O confinamento das populações conduziu a uma queda muito significativa da produção e prevê-se uma diminuição do Produto Interno Bruto (PIB) de 7% em 2020 para a OCDE como um todo. Dívida que apenas aumenta a exposição dos bancos a riscos soberanos. Esse risco que teremos a oportunidade de ver em breve, vai aumentar, continuando a inflaccionar os balanços dos bancos e bancos centrais. A recessão aumentará o risco soberano, e a onda de "revolução verde" não deve ser considerada para um renascimento. A recessão já presente antes da crise continuará com as dores do empobrecimento da classe média em cima da dos trabalhadores pobres. Uma situação globalmente explosiva, armadilhada preventivamente por toques de recolher e um estado de emergência sanitária, tudo acompanhado por leis que matam a liberdade.
G.Bad
Notas
1 Ver - Le néo-chartalisme ou Théorie Monétaire Moderne (MMT)
2 Se a nomeação para o Tesouro, de Janet Yellen, for confirmada pelo
Senado, esta ex-presidente do Fed, defensora da "moderna teoria
monetária", não vai economizar nos
gastos públicos.
3 Na prática, as principais medidas tomadas pelo BCE incluem o novo
programa temporário de compra de bens privados e públicos (Pandemic Emergency Purchase Programme, ou PEPP), no valor
de 750 mil milhões de euros, para além de programas já implementados para um
total de compras de mais de 1000 biliões de euros para o ano de 2020; ii) os financiamentos
maciços concedidos a bancos da zona do euro para manter o crédito à economia
(Targeted Longer-Term Refinancing
Operations, or TLTRO III).
4 Não confundir o regulador responsável por estabelecer as regras, muitas
vezes os Estados (ou, na Europa, a Comissão Europeia), e o supervisor
responsável por aplicá-las e monitorizar o sector financeiro.
5 O Comité de Supervisão Bancária da Basileia (BCBS) é um fórum onde assuntos relacionados com a supervisão bancária são tratados regularmente (quatro vezes por ano).
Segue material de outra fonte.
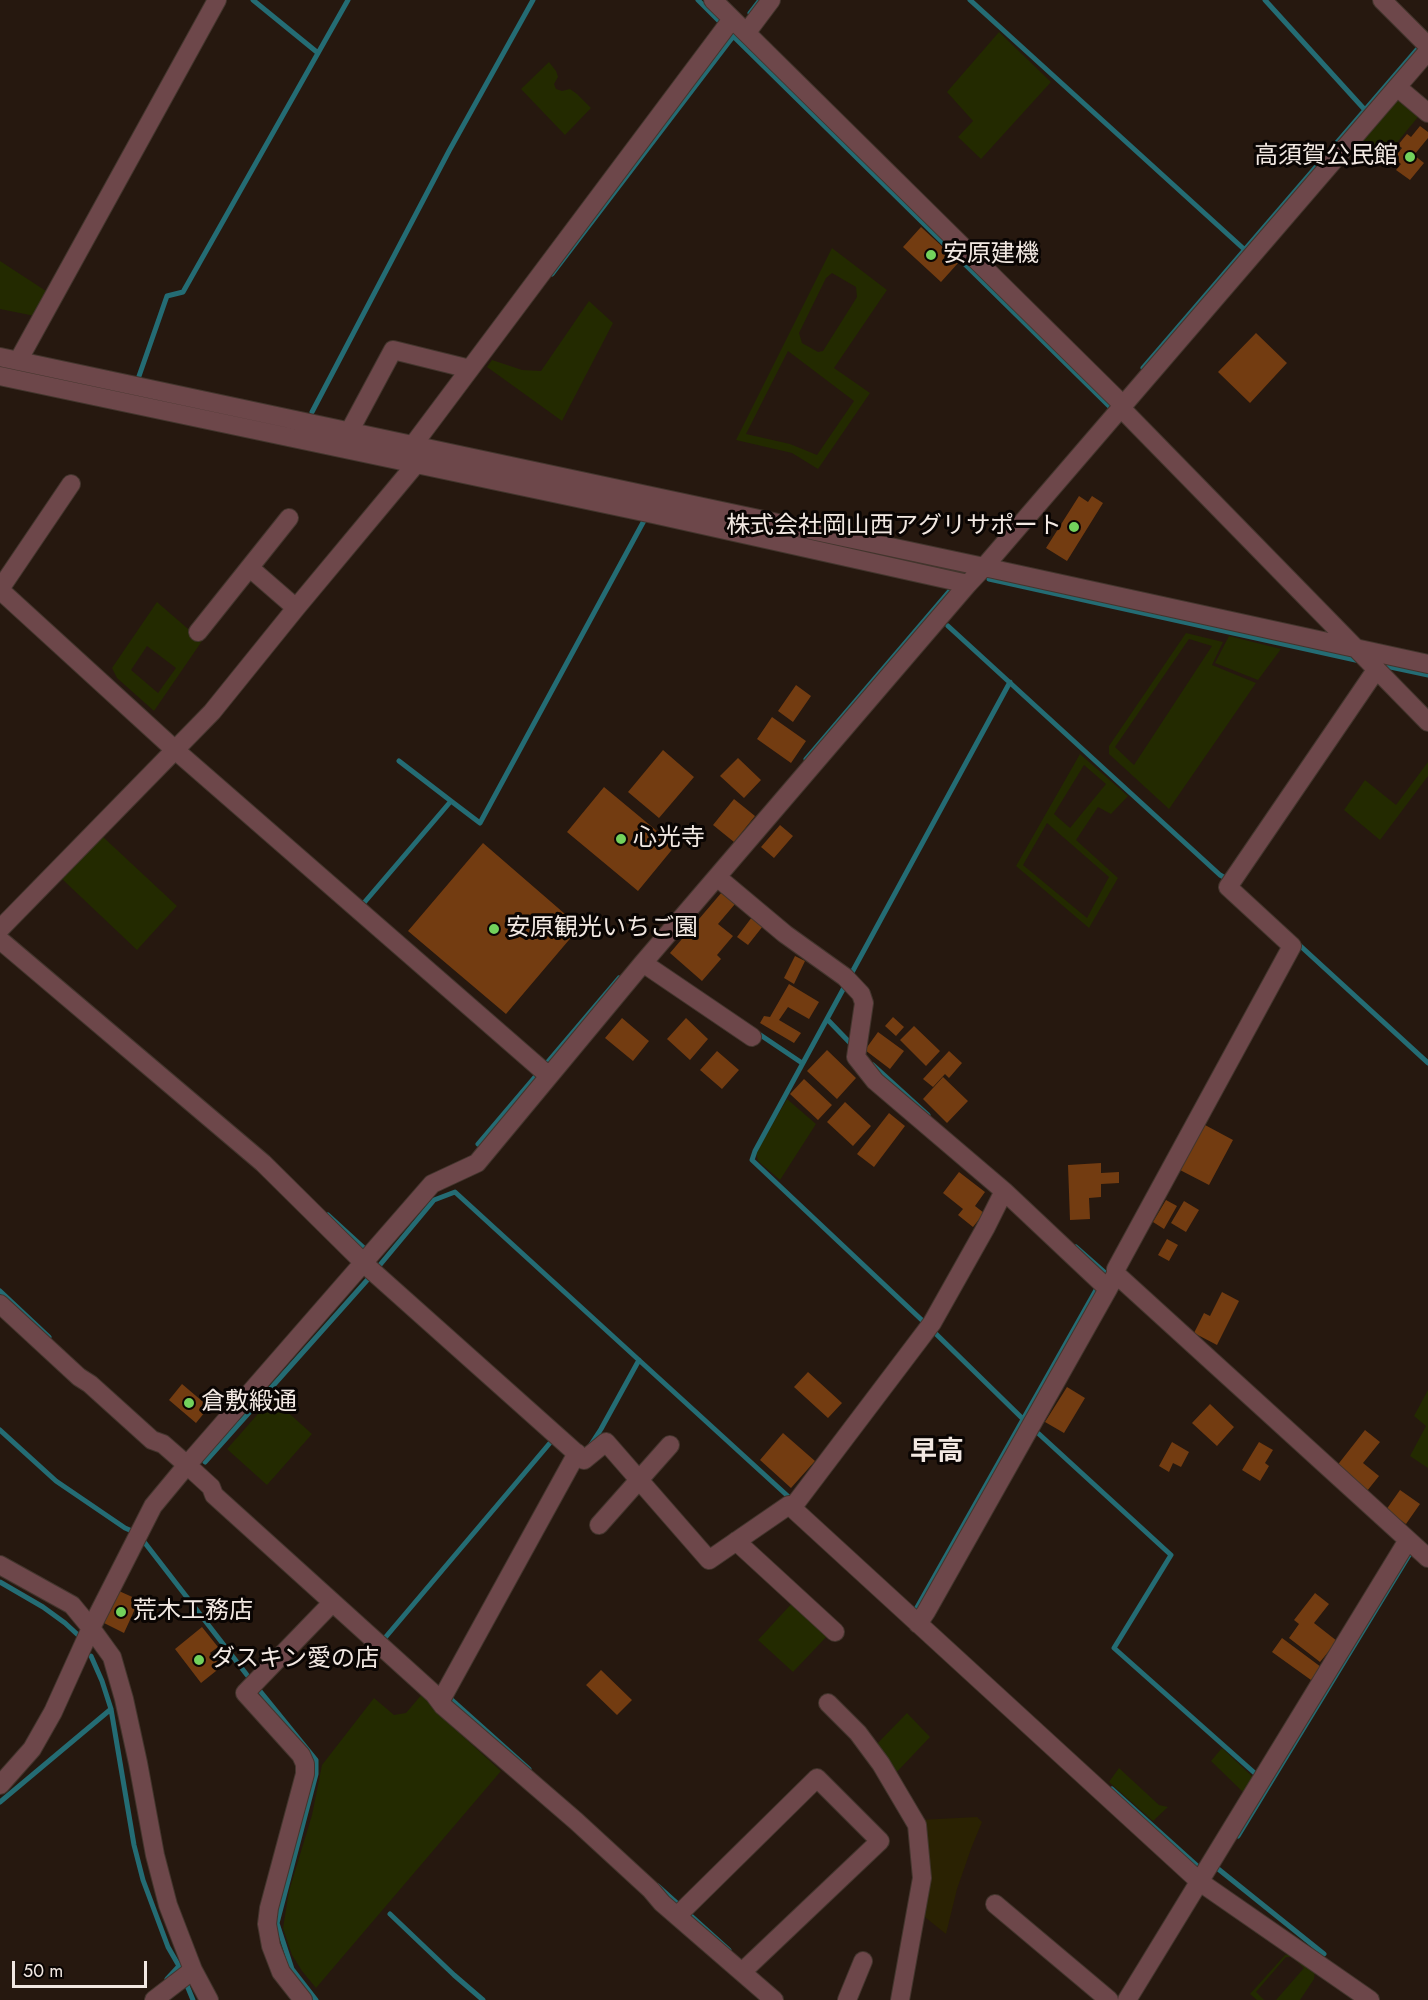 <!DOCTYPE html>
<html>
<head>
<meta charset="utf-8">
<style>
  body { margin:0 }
  #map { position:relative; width:1428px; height:2000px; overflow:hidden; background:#26180f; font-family:Jost,sans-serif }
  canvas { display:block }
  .scale { position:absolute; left:12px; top:1961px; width:135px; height:27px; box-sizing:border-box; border:3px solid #f2e8e2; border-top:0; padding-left:8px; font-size:18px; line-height:21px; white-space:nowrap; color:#f2e8e2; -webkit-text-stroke:4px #0a0503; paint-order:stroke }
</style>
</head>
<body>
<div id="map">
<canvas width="1428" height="2000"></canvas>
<div class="scale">50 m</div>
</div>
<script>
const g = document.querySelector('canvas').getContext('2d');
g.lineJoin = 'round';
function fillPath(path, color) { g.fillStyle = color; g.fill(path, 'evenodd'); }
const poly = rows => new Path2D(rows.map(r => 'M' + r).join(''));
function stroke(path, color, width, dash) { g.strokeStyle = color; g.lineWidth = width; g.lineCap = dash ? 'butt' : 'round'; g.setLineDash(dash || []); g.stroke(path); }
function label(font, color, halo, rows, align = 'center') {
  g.font = font + ' Jost,"Noto Sans JP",sans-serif'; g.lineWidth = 6; g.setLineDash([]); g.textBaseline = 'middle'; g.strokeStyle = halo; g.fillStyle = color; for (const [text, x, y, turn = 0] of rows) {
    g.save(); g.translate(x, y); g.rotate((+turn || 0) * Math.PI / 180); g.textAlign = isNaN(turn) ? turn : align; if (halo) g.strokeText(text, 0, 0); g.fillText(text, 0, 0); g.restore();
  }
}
const green = poly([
  [999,32,1051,82,981,159,958,137,973,121,947,92],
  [549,62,556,71,558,77,554,84,556,89,562,91,570,89,577,94,591,108,565,135,521,89],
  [1396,99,1418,117,1381,162,1359,144],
  [832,248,887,290,834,368,870,393,818,469,792,453,736,440],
  [832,273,856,287,857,297,823,351,818,352,802,343,799,333,826,278],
  [788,351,854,401,817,455,790,444,746,434],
  [0,261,49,293,35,316,0,309],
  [589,301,613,323,562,421,487,367,492,360,522,370,541,371],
  [157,602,202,641,154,711,117,678,112,668],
  [147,646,176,668,158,693,131,670],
  [1186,633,1223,642,1212,665,1256,683,1169,809,1109,754,1109,746],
  [1189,639,1212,646,1134,765,1115,747],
  [1229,636,1281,649,1258,680,1215,663],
  [1080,754,1128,796,1111,814,1098,807,1076,840,1118,878,1089,928,1016,866],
  [1084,765,1106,784,1070,828,1054,814],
  [1047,823,1109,877,1087,918,1023,865],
  [1428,762,1428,776,1380,840,1344,810,1365,780,1396,805],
  [101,835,177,906,137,950,61,878],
  [787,1099,816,1124,780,1180,758,1161,756,1153],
  [1428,1390,1428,1468,1410,1456,1426,1426,1414,1416],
  [272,1398,312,1434,267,1485,227,1449],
  [795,1600,830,1633,793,1672,758,1640],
  [423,1693,434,1710,501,1771,316,1988,302,1971,292,1955,283,1928,289,1891,312,1815,322,1765,374,1698,394,1715,406,1713],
  [907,1713,930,1737,893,1776,872,1749],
  [1222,1748,1255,1779,1245,1794,1211,1761],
  [1119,1768,1159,1805,1168,1807,1153,1821,1109,1782],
  [1293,1953,1315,1971,1314,1979,1300,2000,1276,2000,1304,1968,1292,1957,1286,1957,1256,1992,1264,2000,1257,2000,1250,1994,1285,1955]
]);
const sand = poly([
  [977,1817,982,1822,972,1846,957,1889,946,1934,921,1914,919,1820]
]);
const stream = poly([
  [253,0,318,53],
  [698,0,720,22],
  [970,0,1245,250],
  [1265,0,1365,110],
  [750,13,760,0],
  [732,35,1110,407],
  [552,274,735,34],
  [0,366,210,411],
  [1143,368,1421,45],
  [138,379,167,296,183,292,348,0],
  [312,412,449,151,533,0],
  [989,579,1360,661],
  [948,626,1220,875,1229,880],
  [1381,665,1428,675],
  [806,759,952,588],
  [399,761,451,801],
  [363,904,451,801,480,823,646,517],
  [1295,941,1428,1063],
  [850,976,1010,682],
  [846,984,755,1151,752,1160,926,1324],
  [827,1019,853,1046],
  [756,1032,802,1063],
  [873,1065,928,1115],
  [478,1144,619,978],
  [328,1215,364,1248],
  [1076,1247,1110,1277],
  [0,1291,49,1337],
  [932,1330,1025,1421],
  [0,1430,56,1481,125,1528,132,1531],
  [1039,1434,1171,1555,1114,1648,1258,1776],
  [590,1446,601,1429,639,1360],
  [205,1462,369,1278,434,1200,455,1192,791,1499],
  [145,1543,247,1675,316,1760,316,1774,277,1923,292,1969,316,2000],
  [0,1582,43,1607,65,1623,78,1635],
  [915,1611,1096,1290],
  [384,1639,555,1437],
  [91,1656,102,1681,111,1709,134,1845,143,1880,168,1947,179,1966,193,2000],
  [452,1700,529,1769],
  [1112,1789,1203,1871],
  [0,1802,111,1709],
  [1238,1836,1411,1552],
  [1217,1868,1324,1954],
  [658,1886,729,1950],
  [390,1914,454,1975,483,2000],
  [167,1979,179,1966]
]);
const building = poly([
  [1420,126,1428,132,1428,138,1414,155,1424,163,1410,180,1396,170,1401,164,1394,158,1402,148,1398,145,1407,134,1411,137],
  [921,227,959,262,941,282,903,247],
  [1256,333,1287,363,1250,403,1218,372],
  [1079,496,1088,502,1092,496,1103,503,1067,561,1046,548],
  [796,685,811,696,793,722,778,711],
  [772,717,806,741,791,763,757,739],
  [663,750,694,777,659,818,628,792],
  [738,758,761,780,744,798,720,776],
  [604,787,675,846,638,891,567,832],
  [734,799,755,816,734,842,713,825],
  [780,825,793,836,774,858,761,847],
  [483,843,580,927,506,1014,408,931],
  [722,892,735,904,718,924,733,936,717,955,721,959,702,981,670,953],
  [752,917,763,926,748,945,737,937],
  [795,956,805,961,794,984,784,978],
  [789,984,819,1002,809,1019,788,1007,779,1020,801,1033,794,1043,760,1023,764,1016,770,1017],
  [893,1017,904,1027,896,1036,885,1026],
  [622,1018,649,1041,633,1061,605,1038],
  [686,1018,708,1039,690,1060,667,1039],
  [914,1026,940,1051,926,1066,900,1040],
  [878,1032,904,1051,890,1069,865,1050],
  [827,1050,856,1078,837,1099,807,1071],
  [717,1051,739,1070,722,1089,700,1070],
  [949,1051,962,1063,949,1078,945,1074,933,1087,923,1079],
  [943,1077,968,1101,947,1123,923,1099],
  [804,1079,832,1105,818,1120,790,1094],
  [845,1102,871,1126,853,1146,827,1122],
  [889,1113,905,1126,874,1167,857,1154],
  [1205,1125,1233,1140,1209,1185,1180,1170],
  [1101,1163,1101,1173,1119,1172,1119,1183,1101,1184,1101,1197,1089,1198,1090,1219,1070,1220,1068,1165],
  [959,1172,985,1192,975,1206,984,1213,973,1227,958,1215,963,1209,943,1193],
  [1166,1200,1177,1206,1164,1229,1153,1222],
  [1184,1201,1199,1210,1186,1232,1171,1223],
  [1167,1239,1178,1245,1169,1261,1158,1255],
  [1222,1292,1239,1301,1217,1345,1194,1333,1204,1313,1210,1316],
  [808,1372,842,1403,828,1418,794,1387],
  [182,1384,209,1407,196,1423,169,1400],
  [1067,1387,1085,1398,1064,1433,1045,1422],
  [1210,1404,1234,1427,1217,1446,1192,1423],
  [1365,1430,1380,1442,1363,1463,1379,1476,1367,1491,1336,1467],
  [783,1433,815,1461,791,1488,760,1460],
  [1172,1442,1189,1452,1181,1467,1173,1463,1169,1472,1159,1466],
  [1259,1442,1273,1450,1265,1463,1269,1466,1260,1481,1242,1470],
  [1400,1490,1420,1504,1406,1524,1386,1510],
  [119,1591,139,1600,124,1633,104,1623],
  [1315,1593,1329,1604,1314,1623,1337,1641,1320,1662,1289,1638,1299,1624,1294,1620],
  [202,1627,218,1647,210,1653,221,1667,201,1683,175,1649],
  [1282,1638,1321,1667,1311,1680,1272,1652],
  [601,1670,632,1700,617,1715,586,1685]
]);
const street = poly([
  [713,0,1123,405],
  [1382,0,1428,46],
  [747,32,771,0],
  [1397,87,1428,113],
  [0,357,984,567,1428,664],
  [18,361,217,0],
  [0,376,653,514,968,584],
  [1121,408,1428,722],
  [349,432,393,350,470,369],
  [413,445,732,19],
  [250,568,296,608],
  [0,589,71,484],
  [0,590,174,749,549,1076],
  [198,632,289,518],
  [717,877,785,934,845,977,861,994,864,1003,856,1057,875,1081,1004,1191,1108,1289],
  [0,929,212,712,296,608,416,464,418,455],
  [0,940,263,1163,369,1268,584,1460,606,1442,709,1560,789,1505,1200,1882,1370,2000],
  [643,963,752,1037],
  [1116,1274,1428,1558],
  [0,1304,79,1377,90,1384,152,1440,163,1444,187,1465,211,1487,214,1495,434,1694,443,1706,576,1821,651,1890,662,1903,774,2000],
  [792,1508,932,1323,986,1227,1004,1191],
  [599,1525,670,1445],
  [736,1541,835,1632],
  [0,1565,72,1605,91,1628,112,1657,124,1699,138,1763,155,1855,168,1905,193,1970,209,2000],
  [918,1624,926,1612,1108,1289,1116,1274,1116,1269,1292,946,1228,887,1376,670],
  [440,1702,577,1453],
  [828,1703,858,1733,881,1764,917,1825,922,1878,900,2000],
  [0,1785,32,1749,53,1712,91,1628,153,1506,187,1465,432,1184,477,1163,643,963,968,584,984,567,1428,51],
  [995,1904,1109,2000],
  [677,1916,817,1778,880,1841,742,1972],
  [154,2000,193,1970],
  [303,2000,281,1972,271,1946,267,1924,269,1908,305,1774,305,1764,301,1755,245,1693,332,1603],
  [847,2000,863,1961],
  [1127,2000,1408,1540]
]);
const markers = [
  [1410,157,6,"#73d25c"],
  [931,255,6,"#73d25c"],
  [1074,527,6,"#73d25c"],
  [621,839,6,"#73d25c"],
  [494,929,6,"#73d25c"],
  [189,1403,6,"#73d25c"],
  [121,1612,6,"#73d25c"],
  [199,1660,6,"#73d25c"]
];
const poiNames = [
  ["高須賀公民館",1398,157,"right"],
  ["安原建機",943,255],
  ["株式会社岡山西アグリサポート",1062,527,"right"],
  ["心光寺",633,839],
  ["安原観光いちご園",506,929],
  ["倉敷緞通",201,1403],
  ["荒木工務店",133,1612],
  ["ダスキン愛の店",211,1660]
];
const quarterNames = [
  ["早高",937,1453]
];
fillPath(green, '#232a00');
fillPath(sand, '#2a2202');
stroke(stream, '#246c74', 5);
fillPath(building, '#733c11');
stroke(street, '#43352d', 20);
stroke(street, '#6d474a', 18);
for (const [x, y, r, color] of markers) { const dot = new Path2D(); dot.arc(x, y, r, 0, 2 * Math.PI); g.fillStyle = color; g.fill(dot); stroke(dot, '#0a0503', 2); }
label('24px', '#f2e8e2', '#0a0503', poiNames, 'left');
label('bold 27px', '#f2e8e2', '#0a0503', quarterNames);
</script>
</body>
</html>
É acolhida pelo Banco de Compensações Internacionais de Basileia, instituição criada em 1974 1 pelos governadores dos bancos centrais do “Grupo dos Dez” (G10). Foi a liquidação de uma empresa alemã (Herstatt) que precipitou a criação do Comité, já que essa falência poderia ter um efeito dominó sobre outros bancos. O Comité é integrado por representantes de bancos centrais e autoridades prudenciais dos seguintes países: Alemanha, Bélgica, Canadá, Espanha, Estados Unidos, França, Itália, Japão, Luxemburgo, Holanda, Reino Unido, Suécia e Suíça. Durante a sessão de 10 a 11 de Março de 2009, decidiu-se estendê-lo à Austrália, Brasil, China, Coréia, Índia, México e Rússia2. Em 10 de Junho de 2009, foi aberto também em Hong Kong e Singapura, além de outros membros do G20: África do Sul, Arábia Saudita, Argentina, Indonésia e Turquia.
6 Definição: o risco soberano corresponde ao risco do Estado e da administração pública de um determinado país e à sua capacidade de reembolsar os seus empréstimos e de cumprir os seus compromissos.